Have you recently delivered a performance review to an employee who was surprised at your feedback? And in turn you were surprised at their reaction?

Mind the Gap, reports that on average managers rate their employees performance and contribution by almost a half point less than employees self-ratings.

There are five known biases that attribute to rating discrepancies between managers and employees

  • Two Self-rater biases: the need for self-esteem and the lack of self-awareness
  • Three Manager biases: lack of awareness of an employee’s contributions, justification of their role as a manager,  and budget justifications relating to pay increases

So if the gap is widening, what steps can be taken to decrease the effect of these biases and narrow the gap in performance ratings?

I would suggest that increasing an employee’s self awareness and increasing a manager’s awareness of employee contributions are two biases that can be decreased.

Decreasing Bias in Performance Reviews
Let’s start with the employee. Self-awareness can be improved through assessment tools such as Myers Briggs, 360º degree feedback, etc. Assessment tools should be used in conjunction with coaching.  It is important that employees have their assessments explained in detail to them so they can relate the results back to their workplace and position within the organization. Learning for the assessments is critical to actually increasing self-awareness. Results of the assessment as they relate to changes in performance should be reviewed on an ongoing basis.

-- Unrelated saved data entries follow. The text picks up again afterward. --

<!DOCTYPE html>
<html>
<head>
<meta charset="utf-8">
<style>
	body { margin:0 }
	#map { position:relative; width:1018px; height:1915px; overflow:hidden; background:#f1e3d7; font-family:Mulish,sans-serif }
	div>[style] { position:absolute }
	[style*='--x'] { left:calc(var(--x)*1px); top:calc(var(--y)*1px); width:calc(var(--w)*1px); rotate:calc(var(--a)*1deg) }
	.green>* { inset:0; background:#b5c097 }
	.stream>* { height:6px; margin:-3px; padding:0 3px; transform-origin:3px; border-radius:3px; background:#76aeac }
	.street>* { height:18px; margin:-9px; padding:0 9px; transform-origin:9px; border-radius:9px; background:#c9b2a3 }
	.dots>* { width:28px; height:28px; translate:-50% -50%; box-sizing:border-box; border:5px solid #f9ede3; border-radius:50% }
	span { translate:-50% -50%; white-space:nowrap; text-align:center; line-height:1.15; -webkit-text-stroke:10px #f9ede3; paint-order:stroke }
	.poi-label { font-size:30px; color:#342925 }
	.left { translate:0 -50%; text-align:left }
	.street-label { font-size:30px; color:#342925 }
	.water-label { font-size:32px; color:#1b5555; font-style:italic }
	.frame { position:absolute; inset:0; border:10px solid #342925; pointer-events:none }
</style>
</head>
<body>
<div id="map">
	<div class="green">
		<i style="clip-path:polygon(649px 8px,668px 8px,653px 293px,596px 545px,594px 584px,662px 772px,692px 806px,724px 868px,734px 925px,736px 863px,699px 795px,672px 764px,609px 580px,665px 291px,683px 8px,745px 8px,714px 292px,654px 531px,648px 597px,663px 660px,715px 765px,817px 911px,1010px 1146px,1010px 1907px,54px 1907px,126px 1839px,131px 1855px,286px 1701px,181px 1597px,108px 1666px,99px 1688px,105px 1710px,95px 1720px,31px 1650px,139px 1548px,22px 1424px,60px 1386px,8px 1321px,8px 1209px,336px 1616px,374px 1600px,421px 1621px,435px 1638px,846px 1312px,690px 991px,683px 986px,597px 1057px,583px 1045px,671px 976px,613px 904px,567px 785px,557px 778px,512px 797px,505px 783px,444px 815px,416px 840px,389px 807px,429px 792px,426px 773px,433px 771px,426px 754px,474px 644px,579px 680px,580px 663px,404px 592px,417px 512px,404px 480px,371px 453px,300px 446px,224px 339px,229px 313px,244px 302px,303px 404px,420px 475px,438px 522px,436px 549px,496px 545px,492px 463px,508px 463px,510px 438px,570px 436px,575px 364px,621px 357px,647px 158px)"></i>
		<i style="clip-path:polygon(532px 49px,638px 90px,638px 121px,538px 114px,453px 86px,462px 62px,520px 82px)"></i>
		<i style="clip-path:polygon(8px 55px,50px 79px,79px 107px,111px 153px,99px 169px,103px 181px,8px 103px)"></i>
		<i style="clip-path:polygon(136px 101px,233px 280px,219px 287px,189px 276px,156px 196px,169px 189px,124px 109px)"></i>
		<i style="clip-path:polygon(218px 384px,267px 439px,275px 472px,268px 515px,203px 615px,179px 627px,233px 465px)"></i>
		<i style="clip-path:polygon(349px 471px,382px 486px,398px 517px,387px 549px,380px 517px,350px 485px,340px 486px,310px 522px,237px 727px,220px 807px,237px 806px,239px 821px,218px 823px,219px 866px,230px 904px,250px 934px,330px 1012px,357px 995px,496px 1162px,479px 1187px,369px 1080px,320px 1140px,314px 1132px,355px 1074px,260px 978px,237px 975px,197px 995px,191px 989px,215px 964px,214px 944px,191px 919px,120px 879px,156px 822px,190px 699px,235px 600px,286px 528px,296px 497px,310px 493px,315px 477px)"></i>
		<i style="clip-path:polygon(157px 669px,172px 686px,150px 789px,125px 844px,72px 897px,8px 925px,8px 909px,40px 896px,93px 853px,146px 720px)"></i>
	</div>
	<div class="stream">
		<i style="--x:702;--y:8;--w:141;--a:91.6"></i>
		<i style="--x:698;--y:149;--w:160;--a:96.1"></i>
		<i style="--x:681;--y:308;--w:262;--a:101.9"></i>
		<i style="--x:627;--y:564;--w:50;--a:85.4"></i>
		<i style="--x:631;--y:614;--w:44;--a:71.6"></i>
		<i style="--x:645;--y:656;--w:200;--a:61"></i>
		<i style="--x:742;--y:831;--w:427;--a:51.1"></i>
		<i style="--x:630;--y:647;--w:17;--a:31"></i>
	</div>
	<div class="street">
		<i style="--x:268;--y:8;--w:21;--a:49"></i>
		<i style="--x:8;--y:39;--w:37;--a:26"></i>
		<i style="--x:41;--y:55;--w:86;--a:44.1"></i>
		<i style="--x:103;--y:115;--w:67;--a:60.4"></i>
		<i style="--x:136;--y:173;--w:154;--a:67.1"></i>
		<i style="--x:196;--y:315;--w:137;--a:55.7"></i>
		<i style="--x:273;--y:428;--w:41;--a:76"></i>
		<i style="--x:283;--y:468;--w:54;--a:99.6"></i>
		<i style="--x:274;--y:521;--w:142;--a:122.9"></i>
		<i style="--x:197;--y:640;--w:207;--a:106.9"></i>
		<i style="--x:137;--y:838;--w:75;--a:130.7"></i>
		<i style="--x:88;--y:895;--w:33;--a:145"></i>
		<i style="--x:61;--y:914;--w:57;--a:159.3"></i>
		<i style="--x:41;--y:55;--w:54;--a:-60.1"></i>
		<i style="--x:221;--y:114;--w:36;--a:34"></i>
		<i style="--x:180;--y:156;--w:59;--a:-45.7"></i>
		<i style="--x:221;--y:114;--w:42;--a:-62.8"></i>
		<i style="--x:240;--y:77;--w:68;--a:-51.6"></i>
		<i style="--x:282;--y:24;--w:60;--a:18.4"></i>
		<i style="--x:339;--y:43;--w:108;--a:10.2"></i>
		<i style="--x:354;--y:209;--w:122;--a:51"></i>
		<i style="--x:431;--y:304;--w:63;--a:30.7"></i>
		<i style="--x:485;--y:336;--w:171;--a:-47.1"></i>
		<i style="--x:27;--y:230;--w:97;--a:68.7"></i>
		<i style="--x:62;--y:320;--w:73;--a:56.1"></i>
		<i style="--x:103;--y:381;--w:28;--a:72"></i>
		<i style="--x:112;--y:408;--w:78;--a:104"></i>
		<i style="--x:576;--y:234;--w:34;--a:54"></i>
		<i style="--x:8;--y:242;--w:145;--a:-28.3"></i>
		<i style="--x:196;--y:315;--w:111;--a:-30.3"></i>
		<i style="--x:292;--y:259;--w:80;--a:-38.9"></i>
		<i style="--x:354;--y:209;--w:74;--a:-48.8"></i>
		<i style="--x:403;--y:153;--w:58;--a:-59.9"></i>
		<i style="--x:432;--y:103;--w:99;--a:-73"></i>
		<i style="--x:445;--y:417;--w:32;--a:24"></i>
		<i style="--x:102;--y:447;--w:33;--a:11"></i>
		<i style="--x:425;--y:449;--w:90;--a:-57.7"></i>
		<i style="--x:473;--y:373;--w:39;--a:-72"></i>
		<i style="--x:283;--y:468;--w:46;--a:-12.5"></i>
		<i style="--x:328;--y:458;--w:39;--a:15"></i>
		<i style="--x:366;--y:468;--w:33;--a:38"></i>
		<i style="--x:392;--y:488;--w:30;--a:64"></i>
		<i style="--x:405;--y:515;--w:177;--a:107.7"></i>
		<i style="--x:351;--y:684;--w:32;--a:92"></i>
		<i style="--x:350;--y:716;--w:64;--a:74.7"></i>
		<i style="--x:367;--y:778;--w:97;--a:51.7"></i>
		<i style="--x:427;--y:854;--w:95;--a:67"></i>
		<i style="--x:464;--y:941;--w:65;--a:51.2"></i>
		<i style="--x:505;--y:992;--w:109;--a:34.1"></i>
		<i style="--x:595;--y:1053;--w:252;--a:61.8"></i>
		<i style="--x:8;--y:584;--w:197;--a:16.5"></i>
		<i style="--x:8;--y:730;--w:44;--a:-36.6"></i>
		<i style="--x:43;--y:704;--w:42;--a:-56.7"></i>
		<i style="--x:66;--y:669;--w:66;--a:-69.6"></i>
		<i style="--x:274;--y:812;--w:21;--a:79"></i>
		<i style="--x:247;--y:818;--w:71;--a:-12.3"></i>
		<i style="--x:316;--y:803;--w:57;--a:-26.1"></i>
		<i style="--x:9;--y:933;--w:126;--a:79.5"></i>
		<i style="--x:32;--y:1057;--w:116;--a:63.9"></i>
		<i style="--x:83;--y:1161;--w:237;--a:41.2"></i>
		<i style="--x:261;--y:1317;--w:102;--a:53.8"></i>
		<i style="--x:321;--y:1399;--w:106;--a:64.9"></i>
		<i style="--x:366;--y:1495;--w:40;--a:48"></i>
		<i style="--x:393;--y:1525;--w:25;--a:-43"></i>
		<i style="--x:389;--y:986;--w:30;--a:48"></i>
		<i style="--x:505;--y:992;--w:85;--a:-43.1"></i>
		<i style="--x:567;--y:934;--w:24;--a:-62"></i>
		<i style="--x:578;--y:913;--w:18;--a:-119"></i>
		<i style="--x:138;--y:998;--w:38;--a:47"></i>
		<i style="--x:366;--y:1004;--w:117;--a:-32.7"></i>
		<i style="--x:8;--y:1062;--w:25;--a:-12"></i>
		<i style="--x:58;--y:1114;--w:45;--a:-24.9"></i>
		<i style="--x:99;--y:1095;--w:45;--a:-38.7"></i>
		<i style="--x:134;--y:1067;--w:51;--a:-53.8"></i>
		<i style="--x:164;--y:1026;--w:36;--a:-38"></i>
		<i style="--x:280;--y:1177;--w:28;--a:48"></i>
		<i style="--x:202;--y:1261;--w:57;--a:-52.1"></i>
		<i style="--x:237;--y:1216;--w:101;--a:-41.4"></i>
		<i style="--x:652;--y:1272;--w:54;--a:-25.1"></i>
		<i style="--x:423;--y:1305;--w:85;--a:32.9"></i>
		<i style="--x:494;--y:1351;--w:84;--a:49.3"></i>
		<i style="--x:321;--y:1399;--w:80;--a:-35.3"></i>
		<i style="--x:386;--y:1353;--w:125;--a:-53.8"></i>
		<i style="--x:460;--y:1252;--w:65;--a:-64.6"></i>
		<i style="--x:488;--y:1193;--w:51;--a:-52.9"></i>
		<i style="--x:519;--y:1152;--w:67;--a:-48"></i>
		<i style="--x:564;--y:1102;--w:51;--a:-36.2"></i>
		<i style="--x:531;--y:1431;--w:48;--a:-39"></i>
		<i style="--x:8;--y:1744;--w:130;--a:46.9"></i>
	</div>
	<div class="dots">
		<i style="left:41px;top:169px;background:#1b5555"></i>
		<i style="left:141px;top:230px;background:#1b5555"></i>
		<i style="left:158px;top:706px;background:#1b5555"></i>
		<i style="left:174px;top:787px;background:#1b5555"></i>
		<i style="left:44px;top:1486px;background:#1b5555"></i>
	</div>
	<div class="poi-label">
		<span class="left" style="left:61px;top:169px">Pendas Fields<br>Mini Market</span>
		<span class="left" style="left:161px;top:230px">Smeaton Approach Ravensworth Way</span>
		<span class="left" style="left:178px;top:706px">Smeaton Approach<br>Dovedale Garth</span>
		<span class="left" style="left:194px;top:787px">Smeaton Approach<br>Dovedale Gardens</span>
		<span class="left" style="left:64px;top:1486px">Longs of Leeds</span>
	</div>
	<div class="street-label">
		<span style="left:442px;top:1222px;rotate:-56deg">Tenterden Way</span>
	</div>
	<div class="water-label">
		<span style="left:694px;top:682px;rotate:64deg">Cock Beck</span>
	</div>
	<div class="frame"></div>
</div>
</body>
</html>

On the management side of the equation, increasing the awareness of employees’ contributions can be addressed by:

  • incorporating a team review into performance reviews.
  • performance goals should be jointly developed with the employee
  • separate performance reviews from salary reviews

Team Reviews
When I ran a consulting company, we instituted a team review process. Because the consultants often worked on multiple engagements for multiple leaders, it was a necessary step to get a true sense of an employee’s contributions. Your company may not have this specific organizational dynamic but there are other employees who interact with the employee being reviewed whether it be a cross functional project, or department team members as a manager it is imperative to get a wide input on an employee’s performance.

Goal Collaboration
When putting together performance goals, the employee should be part of the process. Including the employee in the process provides both manager and employee to clearly define what constitutes specific levels of contributions and the employee’s ownership and commitment to the goals are strengthened.

Separate Performance and Pay
When performance and salary reviews are linked together something interesting happens, the employee forgets all the feedback and only remembers how much money she will be making in the future. So of course an employee is going to rate themselves higher in performance than the manager, their pay increase depends on it!

Many companies have moved to a process of performance reviews done more than once a year and the salary review is completed outside of any performance review.Multiple reviews provide consistent feedback and the opportunity for the employee to make adjustments to their contributions.

In short, providing employees with assessment tools to elevate their self awareness and incorporating team reviews, goal collaboration, and separating performance and salary reviews will help to narrow the performance gap ratings. Ultimately if these gaps are closed or narrowed, your employees will be happier and more engaged in their work. And as a manager, you will have more time to manage and lead.